* TASK INSTRUCTIONS *
Retype each entry below exactly as it stands.

* EXTRACTED INFORMATION *
•••

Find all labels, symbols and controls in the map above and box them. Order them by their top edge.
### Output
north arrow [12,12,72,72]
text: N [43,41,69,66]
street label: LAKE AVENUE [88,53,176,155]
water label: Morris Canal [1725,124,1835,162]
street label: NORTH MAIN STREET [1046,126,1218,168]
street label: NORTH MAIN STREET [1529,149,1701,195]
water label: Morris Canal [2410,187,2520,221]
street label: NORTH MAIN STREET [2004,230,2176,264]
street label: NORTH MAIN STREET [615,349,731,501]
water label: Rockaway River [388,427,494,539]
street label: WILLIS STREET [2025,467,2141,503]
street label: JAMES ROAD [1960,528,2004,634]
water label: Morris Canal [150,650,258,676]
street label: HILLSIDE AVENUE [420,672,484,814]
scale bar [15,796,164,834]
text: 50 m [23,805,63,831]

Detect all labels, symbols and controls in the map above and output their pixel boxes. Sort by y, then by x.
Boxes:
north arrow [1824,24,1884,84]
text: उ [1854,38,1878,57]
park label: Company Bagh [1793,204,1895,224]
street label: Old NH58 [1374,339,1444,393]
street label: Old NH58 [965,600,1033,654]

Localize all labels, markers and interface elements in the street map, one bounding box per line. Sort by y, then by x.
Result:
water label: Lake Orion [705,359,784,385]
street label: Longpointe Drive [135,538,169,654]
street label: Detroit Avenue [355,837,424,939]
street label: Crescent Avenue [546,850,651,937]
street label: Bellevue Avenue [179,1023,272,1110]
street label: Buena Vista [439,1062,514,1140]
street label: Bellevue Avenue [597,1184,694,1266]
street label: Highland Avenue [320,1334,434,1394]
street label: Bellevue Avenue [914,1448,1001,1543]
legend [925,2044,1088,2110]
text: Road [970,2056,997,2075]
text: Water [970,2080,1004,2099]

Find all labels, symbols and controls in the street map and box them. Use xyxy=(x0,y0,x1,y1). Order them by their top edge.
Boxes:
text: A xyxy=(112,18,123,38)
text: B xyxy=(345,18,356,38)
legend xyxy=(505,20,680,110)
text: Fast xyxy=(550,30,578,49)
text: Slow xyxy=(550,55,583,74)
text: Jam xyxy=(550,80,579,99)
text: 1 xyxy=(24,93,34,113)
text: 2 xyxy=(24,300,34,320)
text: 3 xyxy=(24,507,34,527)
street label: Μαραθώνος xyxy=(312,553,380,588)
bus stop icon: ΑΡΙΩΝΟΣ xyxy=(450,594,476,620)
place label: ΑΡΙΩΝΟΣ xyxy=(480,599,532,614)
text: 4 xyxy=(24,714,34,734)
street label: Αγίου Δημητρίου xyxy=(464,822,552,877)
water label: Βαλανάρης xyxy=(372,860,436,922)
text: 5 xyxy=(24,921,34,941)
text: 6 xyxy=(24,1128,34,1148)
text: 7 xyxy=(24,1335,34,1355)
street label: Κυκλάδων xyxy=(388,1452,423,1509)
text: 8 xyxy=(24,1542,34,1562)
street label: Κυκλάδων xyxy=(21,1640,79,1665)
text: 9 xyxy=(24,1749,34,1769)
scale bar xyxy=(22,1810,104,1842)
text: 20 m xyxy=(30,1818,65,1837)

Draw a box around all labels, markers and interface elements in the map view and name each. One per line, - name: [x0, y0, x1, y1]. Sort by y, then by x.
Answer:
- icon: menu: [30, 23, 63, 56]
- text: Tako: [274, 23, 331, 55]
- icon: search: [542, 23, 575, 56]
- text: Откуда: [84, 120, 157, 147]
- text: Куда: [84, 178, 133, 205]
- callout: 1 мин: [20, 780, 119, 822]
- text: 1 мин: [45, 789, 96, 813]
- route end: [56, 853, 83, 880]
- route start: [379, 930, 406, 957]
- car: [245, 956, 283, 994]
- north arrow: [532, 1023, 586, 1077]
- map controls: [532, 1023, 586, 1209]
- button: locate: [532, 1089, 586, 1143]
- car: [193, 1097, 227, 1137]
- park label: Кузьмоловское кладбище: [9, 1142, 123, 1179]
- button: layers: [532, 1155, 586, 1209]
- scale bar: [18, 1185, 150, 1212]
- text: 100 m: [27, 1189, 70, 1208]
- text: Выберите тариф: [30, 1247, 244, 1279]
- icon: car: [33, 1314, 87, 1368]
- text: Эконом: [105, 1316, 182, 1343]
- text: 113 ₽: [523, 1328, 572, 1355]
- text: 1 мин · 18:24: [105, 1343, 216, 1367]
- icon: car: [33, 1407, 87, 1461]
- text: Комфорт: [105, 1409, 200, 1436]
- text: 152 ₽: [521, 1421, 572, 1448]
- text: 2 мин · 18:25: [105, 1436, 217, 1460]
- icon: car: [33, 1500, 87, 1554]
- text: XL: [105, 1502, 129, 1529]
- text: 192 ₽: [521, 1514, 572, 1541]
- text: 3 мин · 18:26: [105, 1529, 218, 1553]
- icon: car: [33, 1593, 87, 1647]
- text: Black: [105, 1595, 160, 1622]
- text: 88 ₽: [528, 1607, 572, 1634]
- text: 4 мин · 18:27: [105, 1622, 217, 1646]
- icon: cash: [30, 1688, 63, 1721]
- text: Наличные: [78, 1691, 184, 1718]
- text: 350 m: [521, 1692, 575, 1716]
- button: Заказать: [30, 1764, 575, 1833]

•••

* RESULT BELOW *
Find all labels, symbols and controls in the map above and box them. Order them by their top edge.
### Output
north arrow [12,12,72,72]
text: N [43,41,69,66]
street label: LAKE AVENUE [88,53,176,155]
water label: Morris Canal [1725,124,1835,162]
street label: NORTH MAIN STREET [1046,126,1218,168]
street label: NORTH MAIN STREET [1529,149,1701,195]
water label: Morris Canal [2410,187,2520,221]
street label: NORTH MAIN STREET [2004,230,2176,264]
street label: NORTH MAIN STREET [615,349,731,501]
water label: Rockaway River [388,427,494,539]
street label: WILLIS STREET [2025,467,2141,503]
street label: JAMES ROAD [1960,528,2004,634]
water label: Morris Canal [150,650,258,676]
street label: HILLSIDE AVENUE [420,672,484,814]
scale bar [15,796,164,834]
text: 50 m [23,805,63,831]

Detect all labels, symbols and controls in the map above and output their pixel boxes. Sort by y, then by x.
Boxes:
north arrow [1824,24,1884,84]
text: उ [1854,38,1878,57]
park label: Company Bagh [1793,204,1895,224]
street label: Old NH58 [1374,339,1444,393]
street label: Old NH58 [965,600,1033,654]

Localize all labels, markers and interface elements in the street map, one bounding box per line. Sort by y, then by x.
Result:
water label: Lake Orion [705,359,784,385]
street label: Longpointe Drive [135,538,169,654]
street label: Detroit Avenue [355,837,424,939]
street label: Crescent Avenue [546,850,651,937]
street label: Bellevue Avenue [179,1023,272,1110]
street label: Buena Vista [439,1062,514,1140]
street label: Bellevue Avenue [597,1184,694,1266]
street label: Highland Avenue [320,1334,434,1394]
street label: Bellevue Avenue [914,1448,1001,1543]
legend [925,2044,1088,2110]
text: Road [970,2056,997,2075]
text: Water [970,2080,1004,2099]

Find all labels, symbols and controls in the street map and box them. Use xyxy=(x0,y0,x1,y1). Order them by their top edge.
Boxes:
text: A xyxy=(112,18,123,38)
text: B xyxy=(345,18,356,38)
legend xyxy=(505,20,680,110)
text: Fast xyxy=(550,30,578,49)
text: Slow xyxy=(550,55,583,74)
text: Jam xyxy=(550,80,579,99)
text: 1 xyxy=(24,93,34,113)
text: 2 xyxy=(24,300,34,320)
text: 3 xyxy=(24,507,34,527)
street label: Μαραθώνος xyxy=(312,553,380,588)
bus stop icon: ΑΡΙΩΝΟΣ xyxy=(450,594,476,620)
place label: ΑΡΙΩΝΟΣ xyxy=(480,599,532,614)
text: 4 xyxy=(24,714,34,734)
street label: Αγίου Δημητρίου xyxy=(464,822,552,877)
water label: Βαλανάρης xyxy=(372,860,436,922)
text: 5 xyxy=(24,921,34,941)
text: 6 xyxy=(24,1128,34,1148)
text: 7 xyxy=(24,1335,34,1355)
street label: Κυκλάδων xyxy=(388,1452,423,1509)
text: 8 xyxy=(24,1542,34,1562)
street label: Κυκλάδων xyxy=(21,1640,79,1665)
text: 9 xyxy=(24,1749,34,1769)
scale bar xyxy=(22,1810,104,1842)
text: 20 m xyxy=(30,1818,65,1837)

Draw a box around all labels, markers and interface elements in the map view and name each. One per line, - name: [x0, y0, x1, y1]. Sort by y, then by x.
Answer:
- icon: menu: [30, 23, 63, 56]
- text: Tako: [274, 23, 331, 55]
- icon: search: [542, 23, 575, 56]
- text: Откуда: [84, 120, 157, 147]
- text: Куда: [84, 178, 133, 205]
- callout: 1 мин: [20, 780, 119, 822]
- text: 1 мин: [45, 789, 96, 813]
- route end: [56, 853, 83, 880]
- route start: [379, 930, 406, 957]
- car: [245, 956, 283, 994]
- north arrow: [532, 1023, 586, 1077]
- map controls: [532, 1023, 586, 1209]
- button: locate: [532, 1089, 586, 1143]
- car: [193, 1097, 227, 1137]
- park label: Кузьмоловское кладбище: [9, 1142, 123, 1179]
- button: layers: [532, 1155, 586, 1209]
- scale bar: [18, 1185, 150, 1212]
- text: 100 m: [27, 1189, 70, 1208]
- text: Выберите тариф: [30, 1247, 244, 1279]
- icon: car: [33, 1314, 87, 1368]
- text: Эконом: [105, 1316, 182, 1343]
- text: 113 ₽: [523, 1328, 572, 1355]
- text: 1 мин · 18:24: [105, 1343, 216, 1367]
- icon: car: [33, 1407, 87, 1461]
- text: Комфорт: [105, 1409, 200, 1436]
- text: 152 ₽: [521, 1421, 572, 1448]
- text: 2 мин · 18:25: [105, 1436, 217, 1460]
- icon: car: [33, 1500, 87, 1554]
- text: XL: [105, 1502, 129, 1529]
- text: 192 ₽: [521, 1514, 572, 1541]
- text: 3 мин · 18:26: [105, 1529, 218, 1553]
- icon: car: [33, 1593, 87, 1647]
- text: Black: [105, 1595, 160, 1622]
- text: 88 ₽: [528, 1607, 572, 1634]
- text: 4 мин · 18:27: [105, 1622, 217, 1646]
- icon: cash: [30, 1688, 63, 1721]
- text: Наличные: [78, 1691, 184, 1718]
- text: 350 m: [521, 1692, 575, 1716]
- button: Заказать: [30, 1764, 575, 1833]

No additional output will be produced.